__What the task asks__
The lines below, beginning at the one that contains "Dump the readable" and ending at the last, are to be retyped exactly.

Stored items
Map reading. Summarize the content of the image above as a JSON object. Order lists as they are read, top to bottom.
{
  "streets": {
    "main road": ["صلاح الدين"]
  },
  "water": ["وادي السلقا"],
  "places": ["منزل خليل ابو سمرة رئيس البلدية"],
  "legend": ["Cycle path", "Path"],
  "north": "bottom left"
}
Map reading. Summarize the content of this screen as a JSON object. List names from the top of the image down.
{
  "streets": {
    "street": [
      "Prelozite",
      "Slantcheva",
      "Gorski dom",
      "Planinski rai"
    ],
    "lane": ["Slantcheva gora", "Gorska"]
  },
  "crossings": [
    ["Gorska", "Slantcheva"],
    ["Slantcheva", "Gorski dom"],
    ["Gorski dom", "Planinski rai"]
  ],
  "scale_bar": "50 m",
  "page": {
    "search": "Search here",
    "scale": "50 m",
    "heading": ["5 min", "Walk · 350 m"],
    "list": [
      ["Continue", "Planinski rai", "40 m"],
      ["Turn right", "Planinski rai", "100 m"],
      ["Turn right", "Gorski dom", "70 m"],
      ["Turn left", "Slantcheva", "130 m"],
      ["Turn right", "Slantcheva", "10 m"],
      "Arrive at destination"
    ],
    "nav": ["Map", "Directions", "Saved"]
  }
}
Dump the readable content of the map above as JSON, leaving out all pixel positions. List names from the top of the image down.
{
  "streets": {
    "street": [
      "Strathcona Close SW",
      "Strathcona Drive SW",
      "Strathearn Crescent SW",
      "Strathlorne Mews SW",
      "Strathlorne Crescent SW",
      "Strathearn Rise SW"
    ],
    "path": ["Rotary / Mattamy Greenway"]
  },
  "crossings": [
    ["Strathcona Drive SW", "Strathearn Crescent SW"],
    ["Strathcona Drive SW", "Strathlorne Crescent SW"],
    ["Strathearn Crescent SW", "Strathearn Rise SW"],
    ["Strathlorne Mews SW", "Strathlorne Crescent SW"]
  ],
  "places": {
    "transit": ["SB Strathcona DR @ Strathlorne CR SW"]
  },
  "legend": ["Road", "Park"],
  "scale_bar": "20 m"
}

__Written response__
Dump the readable content of the map above as JSON, leaving out all pixel positions. List names from the top of the image down.
{
  "streets": {
    "street": [
      "Strathcona Close SW",
      "Strathcona Drive SW",
      "Strathearn Crescent SW",
      "Strathlorne Mews SW",
      "Strathlorne Crescent SW",
      "Strathearn Rise SW"
    ],
    "path": ["Rotary / Mattamy Greenway"]
  },
  "crossings": [
    ["Strathcona Drive SW", "Strathearn Crescent SW"],
    ["Strathcona Drive SW", "Strathlorne Crescent SW"],
    ["Strathearn Crescent SW", "Strathearn Rise SW"],
    ["Strathlorne Mews SW", "Strathlorne Crescent SW"]
  ],
  "places": {
    "transit": ["SB Strathcona DR @ Strathlorne CR SW"]
  },
  "legend": ["Road", "Park"],
  "scale_bar": "20 m"
}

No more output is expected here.